= Beginning of Section =
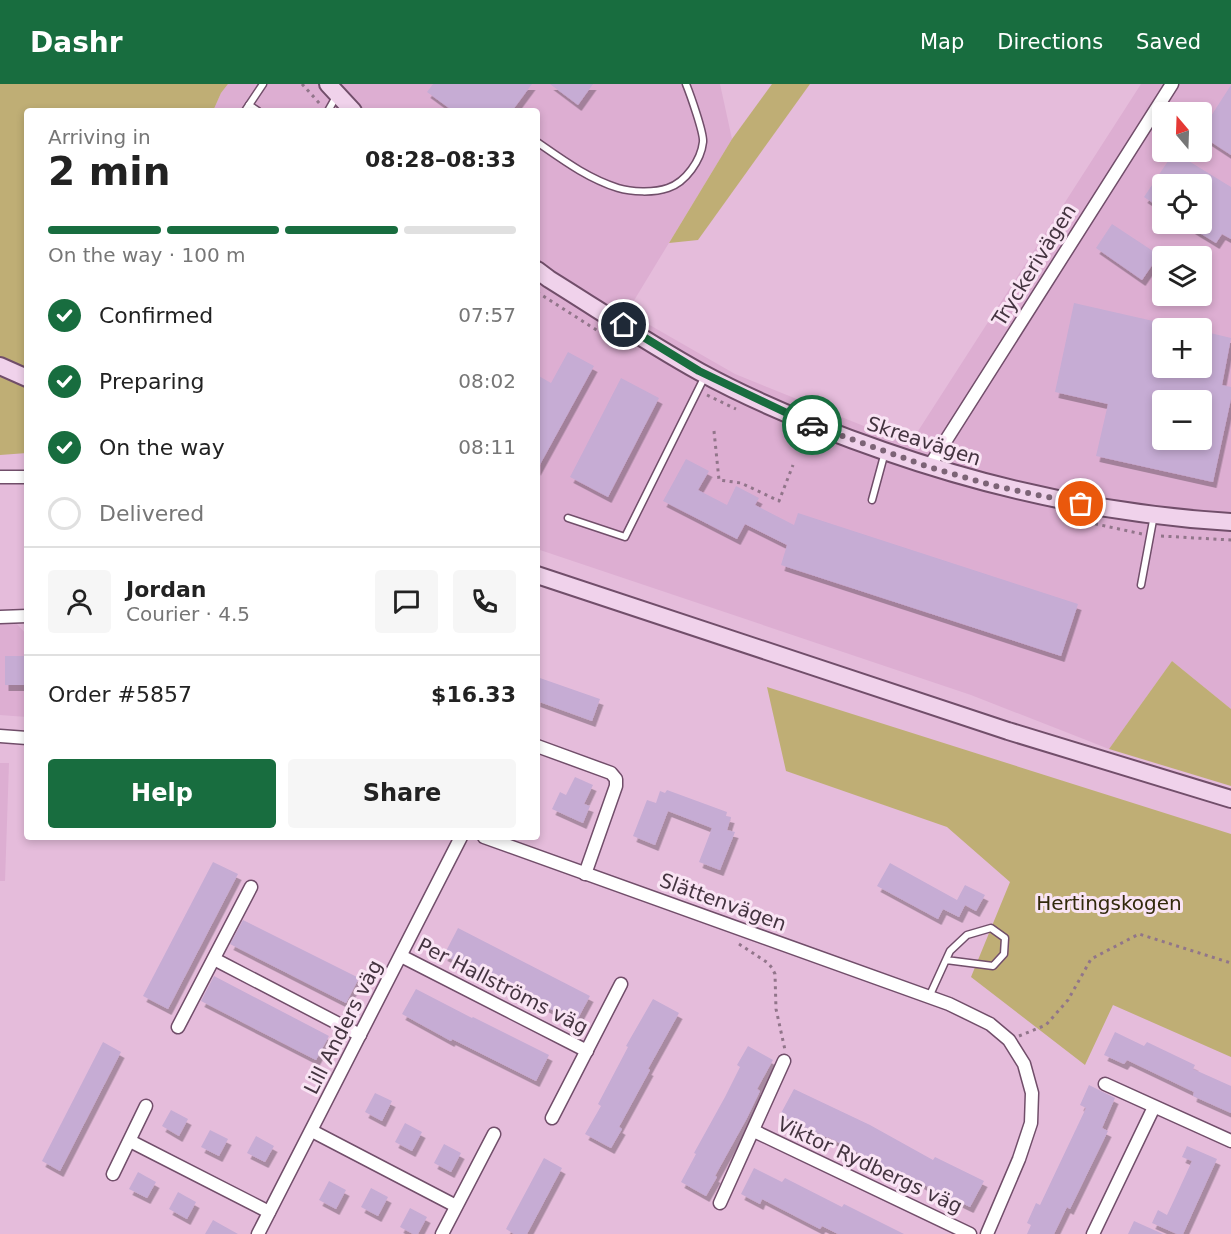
<!DOCTYPE html>
<meta charset="utf-8">
<style>
body{margin:0;font-family:"DejaVu Sans",sans-serif;background:#f6f6f6;color:#222;height:100vh;display:flex;flex-direction:column;font-size:22px;white-space:nowrap}
*{box-sizing:border-box;margin:0}
p{font-size:20px;color:#767676}
.icon{flex:none;width:33px;height:33px;fill:none;stroke:currentColor;stroke-width:2;stroke-linecap:round;stroke-linejoin:round}
.map{position:relative;flex:1;overflow:hidden}
.drawer{position:absolute;left:24px;top:24px;width:516px;height:732px;display:flex;flex-direction:column;background:#fff;border-radius:6px;box-shadow:0 3px 9px #0003}
.drawer>*{flex:none}
.needle{width:39px;rotate:341deg}
.controls{position:absolute;left:1152px;top:18px;display:grid;gap:12px}
.controls a{display:grid;place-items:center;width:60px;height:60px;border-radius:6px;background:#fff;box-shadow:0 3px 9px #0003;font-size:30px}
.pin{position:absolute;display:grid;place-items:center;width:51px;height:51px;color:#fff;margin:-26px;border:3px solid #fff;border-radius:50%;box-shadow:0 2px 6px #0007}
.courier{position:absolute;display:grid;place-items:center;width:60px;height:60px;margin:-30px;border:4px solid #186d3f;border-radius:50%;background:#fff;color:#222;box-shadow:0 2px 8px #0007}
.headline em{font-style:normal;font-weight:700}
.headline div{display:flex;flex-direction:column-reverse}
.headline{display:flex;align-items:center;justify-content:space-between;height:102px;padding:0 24px}
h1{font-size:39px;font-weight:700;line-height:45px}
.bar{display:grid;grid-template-columns:repeat(4,1fr);gap:9px 6px;align-content:center;height:72px;padding:0 24px}
.bar i{height:8px;border-radius:4px;background:#e0e0e0}
.bar .on{background:#186d3f}
.bar p{grid-column:span 4}
.line{display:flex;align-items:center;gap:15px;padding:0 24px;border-top:2px solid #e0e0e0}
.line div{flex:1}
.round{display:grid;place-items:center;flex:none;width:63px;height:63px;border-radius:6px;background:#f6f6f6}
ol{padding:0 24px;list-style:none}
li{display:flex;align-items:center;gap:18px;height:66px}
li p{margin-inline-start:auto}
li .icon{padding:6px;border-radius:50%;background:#186d3f;color:#fff;stroke-width:4}
li:last-child{color:#767676}
li i{width:33px;height:33px;border:3px solid #e0e0e0;border-radius:50%}
.action{display:flex;gap:12px;margin-top:auto;padding:12px 24px}
.action a{flex:1;height:69px;border-radius:6px;background:#186d3f;color:#fff;font-size:24px;font-weight:700;line-height:69px;text-align:center}
.action a+a{background:#f6f6f6;color:#222}
header{display:flex;align-items:center;gap:36px;box-sizing:border-box;height:84px;padding:0 30px;background:#186d3f;color:#fff}
header strong{font-size:28px}
nav{display:flex;gap:33px;margin-inline-start:auto;font-size:21px}
.map>svg:first-child{display:block}
</style>
<header>
<strong>Dashr</strong>
<nav><a>Map</a><a>Directions</a><a>Saved</a></nav>
</header>
<div class="map">
<svg width="1231" height="1150" viewBox="0 0 1231 1150">
<defs>
<filter id="shadow"><feDropShadow dx="3.5" dy="6" stdDeviation="0" flood-color="#0004"/></filter>
</defs>
<rect width="100%" height="100%" fill="#e5bcdb"/>
<!-- built -->
<g fill="#ddaed2" fill-rule="evenodd">
<path d="M 228,0 L 720,0 L 732,55 L 627,228 L 735,290 L 891,353 L 911,358 L 1141,0 L 1231,0 L 1231,625 L 1172,577 L 1109,665 L 971,611 L 537,465 L 537,27 L 213,27 L 221,9 ZM 1162,28 L 1202,28 L 1202,68 L 1162,68 ZM 1162,100 L 1202,100 L 1202,140 L 1162,140 ZM 1162,172 L 1202,172 L 1202,212 L 1162,212 ZM 1162,244 L 1202,244 L 1202,284 L 1162,284 ZM 1162,316 L 1202,316 L 1202,356 L 1162,356 Z"/>
<path d="M 0,538 L 15,538 L 27,551 L 27,633 L 0,631 Z"/>
<path d="M 0,679 L 9,679 L 5,797 L 0,797 Z"/>
</g>
<!-- green -->
<g fill="#bfae75">
<path d="M 0,0 L 228,0 L 221,9 L 213,27 L 27,27 L 27,369 L 0,371 Z"/>
<path d="M 772,0 L 810,0 L 698,156 L 669,159 L 732,55 Z"/>
<path d="M 1172,577 L 1231,625 L 1231,702 L 1109,665 Z"/>
<path d="M 767,603 L 1231,750 L 1231,973 L 1113,921 L 1085,981 L 971,893 L 1010,798 L 947,743 L 786,687 Z"/>
</g>
<!-- building -->
<g fill="#c6acd4" fill-rule="evenodd" filter="url(#shadow)">
<path d="M 433,0 L 532,0 L 512,27 L 453,27 L 427,8 Z"/>
<path d="M 550,0 L 593,0 L 578,21 Z"/>
<path d="M 1231,1 L 1231,71 L 1202,52 L 1202,46 Z"/>
<path d="M 1174,68 L 1231,103 L 1231,155 L 1222,150 L 1216,159 L 1185,140 L 1202,140 L 1202,100 L 1162,100 L 1162,125 L 1144,113 Z"/>
<path d="M 1112,140 L 1159,171 L 1142,196 L 1096,164 Z"/>
<path d="M 1074,219 L 1162,239 L 1162,284 L 1202,284 L 1202,247 L 1231,254 L 1222,301 L 1231,303 L 1231,315 L 1213,398 L 1096,372 L 1108,320 L 1055,308 ZM 1162,316 L 1202,316 L 1202,356 L 1162,356 Z"/>
<path d="M 568,268 L 594,282 L 537,386 L 537,291 L 551,299 Z"/>
<path d="M 621,294 L 659,314 L 608,413 L 570,393 Z"/>
<path d="M 686,375 L 709,387 L 698,406 L 727,421 L 736,402 L 759,414 L 755,421 L 794,441 L 798,429 L 1078,520 L 1061,572 L 781,481 L 787,461 L 745,440 L 737,455 L 663,417 Z"/>
<path d="M 5,572 L 27,572 L 27,595 L 24,595 L 24,601 L 5,601 Z"/>
<path d="M 537,593 L 600,615 L 592,637 L 537,617 Z"/>
<path d="M 575,693 L 593,701 L 584,720 L 590,722 L 583,739 L 552,725 L 560,708 L 566,711 Z"/>
<path d="M 667,706 L 727,728 L 726,732 L 731,733 L 727,746 L 735,748 L 720,786 L 699,778 L 712,744 L 668,727 L 655,761 L 633,752 L 647,716 L 656,719 L 660,707 L 665,709 Z"/>
<path d="M 213,778 L 238,790 L 168,925 L 143,912 Z"/>
<path d="M 890,779 L 957,816 L 965,801 L 985,811 L 976,827 L 965,821 L 959,833 L 943,825 L 938,835 L 877,802 Z"/>
<path d="M 243,836 L 359,894 L 346,919 L 230,860 Z"/>
<path d="M 458,844 L 590,912 L 576,938 L 444,871 Z"/>
<path d="M 214,892 L 329,952 L 316,976 L 201,917 Z"/>
<path d="M 416,905 L 472,934 L 473,933 L 549,971 L 536,997 L 452,955 L 451,957 L 402,930 Z"/>
<path d="M 653,915 L 679,929 L 648,985 L 650,986 L 619,1043 L 622,1045 L 611,1064 L 585,1050 L 601,1022 L 598,1020 L 628,963 L 626,962 Z"/>
<path d="M 1115,948 L 1144,962 L 1147,958 L 1195,981 L 1193,985 L 1231,1002 L 1231,1029 L 1193,1012 L 1194,1008 L 1127,976 L 1124,980 L 1104,971 Z"/>
<path d="M 103,958 L 121,968 L 60,1087 L 42,1077 Z"/>
<path d="M 748,962 L 773,976 L 757,1005 L 760,1007 L 747,1034 L 715,1092 L 717,1093 L 706,1112 L 681,1098 L 696,1070 L 694,1069 L 725,1013 L 740,983 L 737,981 Z"/>
<path d="M 1089,1001 L 1115,1014 L 1102,1044 L 1108,1047 L 1070,1125 L 1067,1123 L 1054,1150 L 1027,1150 L 1031,1141 L 1027,1139 L 1036,1119 L 1040,1121 L 1086,1024 L 1080,1021 Z"/>
<path d="M 794,1005 L 870,1041 L 933,1076 L 935,1073 L 984,1097 L 970,1123 L 914,1096 L 913,1098 L 828,1053 L 828,1054 L 780,1031 Z"/>
<path d="M 375,1009 L 392,1017 L 382,1037 L 365,1028 Z"/>
<path d="M 171,1026 L 188,1035 L 179,1052 L 162,1042 Z"/>
<path d="M 405,1039 L 422,1048 L 412,1067 L 395,1058 Z"/>
<path d="M 210,1046 L 228,1055 L 219,1072 L 201,1063 Z"/>
<path d="M 256,1052 L 274,1062 L 265,1078 L 247,1069 Z"/>
<path d="M 444,1060 L 461,1069 L 451,1088 L 434,1079 Z"/>
<path d="M 1187,1062 L 1217,1075 L 1183,1150 L 1177,1150 L 1152,1139 L 1158,1126 L 1167,1131 L 1175,1114 L 1192,1077 L 1182,1073 Z"/>
<path d="M 544,1074 L 562,1084 L 527,1150 L 514,1150 L 506,1145 Z"/>
<path d="M 754,1084 L 782,1098 L 785,1094 L 842,1123 L 844,1120 L 904,1150 L 838,1150 L 822,1142 L 820,1145 L 762,1115 L 760,1120 L 741,1110 Z"/>
<path d="M 138,1088 L 156,1098 L 147,1114 L 129,1105 Z"/>
<path d="M 329,1097 L 346,1106 L 336,1125 L 319,1116 Z"/>
<path d="M 371,1104 L 388,1113 L 378,1132 L 361,1123 Z"/>
<path d="M 178,1108 L 196,1118 L 187,1135 L 169,1125 Z"/>
<path d="M 410,1124 L 427,1133 L 418,1150 L 413,1150 L 400,1143 Z"/>
<path d="M 213,1136 L 238,1150 L 205,1150 Z"/>
<path d="M 1134,1137 L 1163,1150 L 1128,1150 Z"/>
</g>
<g fill="none" stroke-linecap="round" stroke-linejoin="round">
<!-- lane casing -->
<g stroke="#714e6a" stroke-width="9">
<g id="lane">
<path d="M 249,21 L 258,27"/>
<path d="M 245,27 L 263,0"/>
<path d="M 328,27 L 337,11"/>
<path d="M 537,58 C 563,76 587,94 618,104 C 631,108 654,109 668,104 C 686,98 701,76 703,58 C 704,49 690,10 686,0"/>
<path d="M 872,416 L 885,368"/>
<path d="M 568,434 L 625,453 L 705,292"/>
<path d="M 1141,501 L 1154,431"/>
<path d="M 929,913 L 950,867 L 967,851 L 991,844 L 1005,854 L 1004,870 L 993,882 L 946,876"/>
</g>
</g>
<!-- street casing -->
<g stroke="#714e6a" stroke-width="15">
<g id="street">
<path d="M 929,383 L 1172,0"/>
<path d="M 0,393 L 27,393"/>
<path d="M 0,533 L 27,532"/>
<path d="M 0,652 L 27,654"/>
<path d="M 537,662 L 611,689 L 616,695 L 616,702 L 585,790"/>
<path d="M 484,753 L 949,920 L 990,940 L 1009,956 L 1024,980 L 1032,1009 L 1031,1039 L 1019,1075 L 987,1150"/>
<path d="M 401,872 L 587,967"/>
<path d="M 214,875 L 360,951"/>
<path d="M 178,943 L 251,803"/>
<path d="M 1105,1000 L 1231,1057"/>
<path d="M 552,1034 L 621,900"/>
<path d="M 312,1047 L 456,1122"/>
<path d="M 754,1047 L 970,1150"/>
<path d="M 130,1057 L 269,1128"/>
<path d="M 113,1090 L 146,1022"/>
<path d="M 720,1119 L 784,977"/>
<path d="M 258,1150 L 461,753"/>
<path d="M 442,1150 L 494,1050"/>
<path d="M 1093,1150 L 1154,1023"/>
</g>
</g>
<!-- secondary casing -->
<g stroke="#714e6a" stroke-width="20">
<g id="secondary">
<path d="M 328,0 L 353,27"/>
<path d="M 537,186 L 549,195 C 599,226 649,260 700,288 C 759,320 821,345 884,367 C 996,406 1112,431 1231,438"/>
<path d="M 0,282 L 27,294"/>
<path d="M 537,491 L 1008,647 L 1231,715"/>
</g>
</g>
<!-- path -->
<g stroke="#91758a" stroke-width="3" stroke-dasharray="3 4.5" stroke-linecap="butt">
<path d="M 302,0 L 321,21"/>
<path d="M 537,208 L 598,247"/>
<path d="M 707,311 L 736,325"/>
<path d="M 714,347 L 719,396 L 741,399 L 779,417 L 793,381"/>
<path d="M 1073,435 L 1142,450"/>
<path d="M 1161,452 L 1231,456"/>
<path d="M 739,860 L 768,879 L 772,884 L 775,890 L 776,925 L 785,966"/>
<path d="M 1019,952 L 1046,941 L 1068,916 L 1091,875 L 1139,850 L 1231,879"/>
</g>
<!-- lane -->
<use href="#lane" stroke="#fff" stroke-width="6"/>
<!-- street -->
<use href="#street" stroke="#fff" stroke-width="12"/>
<!-- secondary -->
<use href="#secondary" stroke="#f0d2eb" stroke-width="16"/>
</g>
<g fill="none" stroke-linecap="round" stroke-linejoin="round">
<!-- done -->
<path stroke="#7c6476" stroke-width="6" stroke-dasharray="0 10.8" d="M 812,341 L 929,383 L 995,402 L 1081,420"/>
<!-- route -->
<path stroke="#186d3f" stroke-width="8" d="M 624,241 L 699,287 L 812,341"/>
</g>
<g text-anchor="middle" dominant-baseline="central" stroke-width="6" stroke-linejoin="round" paint-order="stroke">
<!-- street labels -->
<g font-size="20" fill="#443440" stroke="#f9e4f4">
<text transform="translate(1034 181) rotate(-58)">Tryckerivägen</text>
<text transform="translate(924 357) rotate(18)">Skreavägen</text>
<text transform="translate(723 818) rotate(20)">Slättenvägen</text>
<text transform="translate(503 902) rotate(27)">Per Hallströms väg</text>
<text transform="translate(343 943) rotate(-63)">Lill Anders väg</text>
<text transform="translate(870 1081) rotate(25)">Viktor Rydbergs väg</text>
</g>
<!-- park labels -->
<g font-size="20" fill="#31290b" stroke="#f9e4f4">
<text x="1109" y="819">Hertingskogen</text>
</g>
</g>
</svg>
<div class="controls">
<a><svg class="needle" viewBox="-14 -14 28 28"><path d="M0-13l5 13h-10z" fill="#e53935"/><path d="M0 13l5-13h-10z" fill="#767676"/></svg></a>
<a><svg class="icon" aria-label="locate" viewBox="0 0 24 24"><circle cx="12" cy="12" r="6"/><path d="M12 2v4M12 18v4M2 12h4M18 12h4"/></svg></a>
<a><svg class="icon" aria-label="layers" viewBox="0 0 24 24"><path d="M12 4l9 5-9 5-9-5zM3 14l9 5 9-5"/></svg></a>
<a>+</a>
<a>−</a>
</div>
<div class="pin" style="left:1081px;top:420px;background:#ea580c"><svg class="icon" aria-label="bag" viewBox="0 0 24 24"><path d="M5 8h14l-1 12H6zM9 8a3 3 0 0 1 6 0"/></svg></div>
<div class="pin" style="left:624px;top:241px;background:#1f2937"><svg class="icon" aria-label="home" viewBox="0 0 24 24"><path d="M3 11l9-7 9 7M6 9v11h12V9"/></svg></div>
<div class="courier" style="left:812px;top:341px"><svg class="icon" aria-label="car" viewBox="0 0 24 24"><path d="M5 17H2v-5l4-1 3-4h7l3 4 3 1v5h-3M9 17h6M6 11h13"/><circle cx="7" cy="17" r="2"/><circle cx="17" cy="17" r="2"/></svg></div>
<section class="drawer">
<div class="headline"><div><h1>2 min</h1><p>Arriving in</p></div><em>08:28–08:33</em></div>
<div class="bar"><i class="on"></i><i class="on"></i><i class="on"></i><i></i><p>On the way · 100 m</p></div>
<ol>
<li><svg class="icon" aria-label="check" viewBox="0 0 24 24"><path d="M5 12l5 5 9-10"/></svg>Confirmed<p>07:57</p></li>
<li><svg class="icon" aria-label="check" viewBox="0 0 24 24"><path d="M5 12l5 5 9-10"/></svg>Preparing<p>08:02</p></li>
<li><svg class="icon" aria-label="check" viewBox="0 0 24 24"><path d="M5 12l5 5 9-10"/></svg>On the way<p>08:11</p></li>
<li><i></i>Delivered</li>
</ol>
<div class="line" style="height:108px"><a class="round"><svg class="icon" aria-label="person" viewBox="0 0 24 24"><circle cx="12" cy="8" r="4"/><path d="M4 21q1-7 8-7t8 7"/></svg></a><div><b>Jordan</b><p>Courier · 4.5</p></div><a class="round"><svg class="icon" aria-label="chat" viewBox="0 0 24 24"><path d="M4 5h16v11H9l-5 4z"/></svg></a><a class="round"><svg class="icon" aria-label="phone" viewBox="0 0 24 24"><path d="M5 4h4l2 5-3 2q2 4 5 5l2-3 5 2v4C11 20 4 13 5 4z"/></svg></a></div>
<div class="line" style="height:78px"><div>Order #5857</div><b>$16.33</b></div>
<div class="action"><a>Help</a><a>Share</a></div>
</section>
</div>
= End of Section =
Where a line of the records includes "absolute", copy it.

.drawer{position:absolute;left:24px;top:24px;width:516px;height:732px;display:flex;flex-direction:column;background:#fff;border-radius:6px;box-shadow:0 3px 9px #0003}
.controls{position:absolute;left:1152px;top:18px;display:grid;gap:12px}
.pin{position:absolute;display:grid;place-items:center;width:51px;height:51px;color:#fff;margin:-26px;border:3px solid #fff;border-radius:50%;box-shadow:0 2px 6px #0007}
.courier{position:absolute;display:grid;place-items:center;width:60px;height:60px;margin:-30px;border:4px solid #186d3f;border-radius:50%;background:#fff;color:#222;box-shadow:0 2px 8px #0007}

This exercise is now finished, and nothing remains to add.